Steps towards a new legal framework for indigenous communities

A contribution by Carolina Botero of the Karisma Foundation in Colombia:

“In 2010 UNESCO recognized Colombia’s Amazon traditional indigenous knowledge as “intangible cultural heritage” (http://www.gaiafoundation.org/content/highlights-2010-and-path-ahead).

Without a doubt the latter represents an invaluable move towards the community’s establishment of their own legal framework; empowering them with new tools to fight pounding threats (such as mining projects, a fashionable trend in Colombia). Most importantly it contributes to the building of the traditional indigenous community’s history that we will read about in a few years time. However, one must acknowledge that indigenous community’s legal framework is a historical process that needs time and space to fully develop.

“History belongs to those who write it” a true statement which exemplifies society’s where the written form prevails over oral traditions and that is suffered by indigenous peoples inhabiting countries like Colombia regarding their own history. However, when listening to indigenous people, it can be seen that these communities have built and “write” their own history through their oral tradition, one to which the new context (legal, social, technological, etc.) allows us to glimpse today.

The change towards indigenos is also evident in Colombia’s constitutional reforms. In the new 1991 Constitutional Chart the nation is defined as multiethnic and multicultural, in contrast to the policy contained in the 1886 Charter that embodied the idea of a Colombian nation under a Unitarian Hispanic rule: predominantly white, Spanish speaking and Catholic.

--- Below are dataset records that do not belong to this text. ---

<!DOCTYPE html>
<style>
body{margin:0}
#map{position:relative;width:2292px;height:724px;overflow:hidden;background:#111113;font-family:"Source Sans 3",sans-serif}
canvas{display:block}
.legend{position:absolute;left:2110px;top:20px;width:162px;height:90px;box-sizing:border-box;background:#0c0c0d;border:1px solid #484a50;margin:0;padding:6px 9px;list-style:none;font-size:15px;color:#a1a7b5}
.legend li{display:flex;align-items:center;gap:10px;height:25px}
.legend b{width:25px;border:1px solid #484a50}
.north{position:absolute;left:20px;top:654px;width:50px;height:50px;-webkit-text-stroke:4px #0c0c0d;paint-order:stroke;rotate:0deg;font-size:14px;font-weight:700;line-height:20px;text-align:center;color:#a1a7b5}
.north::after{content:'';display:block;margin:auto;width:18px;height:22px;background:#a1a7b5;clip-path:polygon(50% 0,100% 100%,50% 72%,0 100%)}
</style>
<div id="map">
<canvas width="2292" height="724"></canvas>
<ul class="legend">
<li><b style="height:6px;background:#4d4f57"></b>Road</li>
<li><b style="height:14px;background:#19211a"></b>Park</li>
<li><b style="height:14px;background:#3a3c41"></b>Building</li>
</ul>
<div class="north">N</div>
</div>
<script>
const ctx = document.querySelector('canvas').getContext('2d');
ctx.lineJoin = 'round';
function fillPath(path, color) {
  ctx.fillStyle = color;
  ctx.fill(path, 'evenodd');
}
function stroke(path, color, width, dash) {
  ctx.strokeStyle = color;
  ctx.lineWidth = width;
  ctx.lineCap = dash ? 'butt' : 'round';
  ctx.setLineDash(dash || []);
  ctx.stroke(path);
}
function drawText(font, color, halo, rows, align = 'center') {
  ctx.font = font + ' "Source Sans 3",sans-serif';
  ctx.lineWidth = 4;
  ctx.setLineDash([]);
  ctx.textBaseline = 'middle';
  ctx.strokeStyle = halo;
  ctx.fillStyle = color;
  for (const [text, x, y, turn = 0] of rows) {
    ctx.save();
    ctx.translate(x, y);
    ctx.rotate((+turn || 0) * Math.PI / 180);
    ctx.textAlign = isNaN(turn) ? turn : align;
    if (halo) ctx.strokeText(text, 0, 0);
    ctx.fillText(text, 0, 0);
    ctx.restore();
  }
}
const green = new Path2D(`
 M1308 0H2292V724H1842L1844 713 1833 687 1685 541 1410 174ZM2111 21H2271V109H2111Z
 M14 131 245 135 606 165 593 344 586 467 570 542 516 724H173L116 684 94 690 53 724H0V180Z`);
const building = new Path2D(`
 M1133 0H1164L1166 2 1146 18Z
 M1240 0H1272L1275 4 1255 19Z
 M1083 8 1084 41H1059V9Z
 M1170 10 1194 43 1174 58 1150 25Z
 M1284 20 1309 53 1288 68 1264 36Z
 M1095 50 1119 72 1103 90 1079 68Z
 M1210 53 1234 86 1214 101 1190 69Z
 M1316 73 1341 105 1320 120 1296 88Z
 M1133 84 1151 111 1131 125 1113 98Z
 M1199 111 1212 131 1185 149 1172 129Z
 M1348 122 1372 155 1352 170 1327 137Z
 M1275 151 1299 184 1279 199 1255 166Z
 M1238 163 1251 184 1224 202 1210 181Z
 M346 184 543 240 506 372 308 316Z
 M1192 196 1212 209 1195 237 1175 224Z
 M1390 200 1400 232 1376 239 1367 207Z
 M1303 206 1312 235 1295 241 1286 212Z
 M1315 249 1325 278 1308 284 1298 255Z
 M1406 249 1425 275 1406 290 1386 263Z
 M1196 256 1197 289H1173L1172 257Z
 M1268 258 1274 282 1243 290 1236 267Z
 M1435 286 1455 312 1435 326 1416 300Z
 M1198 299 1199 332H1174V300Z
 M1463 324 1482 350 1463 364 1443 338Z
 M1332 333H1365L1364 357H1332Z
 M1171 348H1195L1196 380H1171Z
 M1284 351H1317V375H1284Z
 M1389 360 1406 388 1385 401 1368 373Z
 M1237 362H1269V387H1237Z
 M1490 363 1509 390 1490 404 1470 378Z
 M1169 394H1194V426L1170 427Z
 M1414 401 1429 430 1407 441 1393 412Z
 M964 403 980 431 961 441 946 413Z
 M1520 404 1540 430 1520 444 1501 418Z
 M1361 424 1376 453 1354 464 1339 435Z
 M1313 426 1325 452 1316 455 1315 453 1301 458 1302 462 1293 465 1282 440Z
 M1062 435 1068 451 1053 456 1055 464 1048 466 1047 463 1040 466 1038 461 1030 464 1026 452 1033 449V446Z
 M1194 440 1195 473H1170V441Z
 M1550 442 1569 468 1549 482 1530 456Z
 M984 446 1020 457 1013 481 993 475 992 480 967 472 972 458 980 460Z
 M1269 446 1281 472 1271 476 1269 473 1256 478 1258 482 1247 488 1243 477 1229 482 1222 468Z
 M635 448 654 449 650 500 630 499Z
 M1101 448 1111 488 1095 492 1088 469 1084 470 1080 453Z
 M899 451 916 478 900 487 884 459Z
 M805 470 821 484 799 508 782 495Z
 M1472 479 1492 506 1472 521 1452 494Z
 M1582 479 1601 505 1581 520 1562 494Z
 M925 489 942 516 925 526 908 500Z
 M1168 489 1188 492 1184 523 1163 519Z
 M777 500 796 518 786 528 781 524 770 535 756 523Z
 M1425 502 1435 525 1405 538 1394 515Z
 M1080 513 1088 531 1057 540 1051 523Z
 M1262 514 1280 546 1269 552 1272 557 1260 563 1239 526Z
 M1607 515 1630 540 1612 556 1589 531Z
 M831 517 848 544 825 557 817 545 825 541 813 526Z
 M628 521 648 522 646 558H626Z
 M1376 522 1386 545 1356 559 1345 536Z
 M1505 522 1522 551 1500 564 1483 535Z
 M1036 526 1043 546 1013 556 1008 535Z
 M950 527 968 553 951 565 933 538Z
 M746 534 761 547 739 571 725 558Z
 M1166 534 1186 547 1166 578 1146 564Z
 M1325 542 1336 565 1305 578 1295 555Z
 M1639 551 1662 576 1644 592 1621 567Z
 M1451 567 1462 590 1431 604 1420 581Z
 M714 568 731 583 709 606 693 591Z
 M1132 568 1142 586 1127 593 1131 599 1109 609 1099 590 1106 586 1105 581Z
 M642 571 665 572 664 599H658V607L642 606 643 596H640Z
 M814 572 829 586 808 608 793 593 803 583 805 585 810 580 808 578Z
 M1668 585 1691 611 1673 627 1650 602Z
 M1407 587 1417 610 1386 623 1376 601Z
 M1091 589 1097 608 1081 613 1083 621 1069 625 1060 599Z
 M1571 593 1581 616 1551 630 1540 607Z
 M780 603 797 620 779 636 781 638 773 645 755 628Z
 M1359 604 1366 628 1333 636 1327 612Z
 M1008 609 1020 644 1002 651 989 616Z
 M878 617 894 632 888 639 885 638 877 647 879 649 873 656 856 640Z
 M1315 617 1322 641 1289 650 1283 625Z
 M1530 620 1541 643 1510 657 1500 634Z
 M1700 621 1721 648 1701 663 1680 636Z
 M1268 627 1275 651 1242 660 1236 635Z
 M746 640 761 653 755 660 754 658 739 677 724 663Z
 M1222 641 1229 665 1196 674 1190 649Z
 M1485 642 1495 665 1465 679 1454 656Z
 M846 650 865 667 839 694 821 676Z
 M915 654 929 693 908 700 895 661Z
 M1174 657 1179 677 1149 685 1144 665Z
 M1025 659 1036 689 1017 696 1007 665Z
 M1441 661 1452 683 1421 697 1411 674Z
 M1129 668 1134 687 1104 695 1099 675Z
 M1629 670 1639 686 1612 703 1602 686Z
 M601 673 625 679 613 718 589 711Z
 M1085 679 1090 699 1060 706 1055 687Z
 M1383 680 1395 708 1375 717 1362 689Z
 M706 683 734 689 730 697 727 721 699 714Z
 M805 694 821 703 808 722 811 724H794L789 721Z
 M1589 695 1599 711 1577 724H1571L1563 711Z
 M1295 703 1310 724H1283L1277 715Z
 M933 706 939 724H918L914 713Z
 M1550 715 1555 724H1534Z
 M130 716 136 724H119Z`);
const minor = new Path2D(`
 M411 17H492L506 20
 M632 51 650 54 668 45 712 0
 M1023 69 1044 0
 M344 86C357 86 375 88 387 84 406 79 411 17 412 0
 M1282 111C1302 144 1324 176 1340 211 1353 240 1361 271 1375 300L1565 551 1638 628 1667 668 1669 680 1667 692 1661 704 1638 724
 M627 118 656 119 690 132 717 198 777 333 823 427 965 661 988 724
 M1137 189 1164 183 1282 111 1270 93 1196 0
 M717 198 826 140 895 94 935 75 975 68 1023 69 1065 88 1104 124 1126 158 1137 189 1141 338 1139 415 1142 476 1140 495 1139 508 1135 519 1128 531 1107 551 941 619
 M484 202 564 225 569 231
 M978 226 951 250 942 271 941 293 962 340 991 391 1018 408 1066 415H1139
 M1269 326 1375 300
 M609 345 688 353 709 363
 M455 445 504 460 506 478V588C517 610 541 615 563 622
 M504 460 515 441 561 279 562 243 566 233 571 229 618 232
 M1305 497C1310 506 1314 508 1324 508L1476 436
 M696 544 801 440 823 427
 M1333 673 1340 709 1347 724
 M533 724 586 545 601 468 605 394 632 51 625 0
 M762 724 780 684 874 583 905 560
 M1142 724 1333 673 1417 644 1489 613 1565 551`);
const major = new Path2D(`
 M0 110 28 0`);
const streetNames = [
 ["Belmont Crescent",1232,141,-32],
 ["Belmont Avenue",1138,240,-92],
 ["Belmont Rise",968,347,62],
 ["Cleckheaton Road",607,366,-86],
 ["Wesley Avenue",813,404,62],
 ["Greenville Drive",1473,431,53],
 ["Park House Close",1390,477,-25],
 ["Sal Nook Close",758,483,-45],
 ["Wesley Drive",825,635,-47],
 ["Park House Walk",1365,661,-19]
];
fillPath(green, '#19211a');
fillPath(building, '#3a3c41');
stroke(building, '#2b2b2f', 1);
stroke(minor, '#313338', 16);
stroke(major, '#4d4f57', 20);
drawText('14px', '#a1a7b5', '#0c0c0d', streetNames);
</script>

Indigenous communities cultural production has been ignored and devaluated. This community production has been considered as public domain, in fact, Colombia’s Lew 23/1982 states that indigenous art is in the public domain. Labeling indigenous communities production as “public” carries with it the social negative connotation of “public” as worthless, as well as, not deserving protection. Parallel to this situation and with the complicity of a legal framework that has until recently ignored them, over the past century the community’s exploitation extends beyond their lands to their biological and genetic resources, art, culture, etc.

However, developments in the twentieth century have shed a light on the injustices that these communities have had to endure. Thus constitutional reforms are beginning to recognize and accommodate other views; international emerging concepts like “cultural heritage” seek to give substance and value to these items beyond the idea of public domain with the intention to develop them on a local level; and, of course local characters have emerged from these communities and began to place their own history over the carpet.

I personally believe that concepts such as “cultural heritage” are falling short: they are built on individual logics; they are usually associated with the State (not the community) and in general they conflict with local legal structures that may not allow them to develop beyond a well-deserved recognition. The historical process is a slow but sure process that will change the legal framework for good.”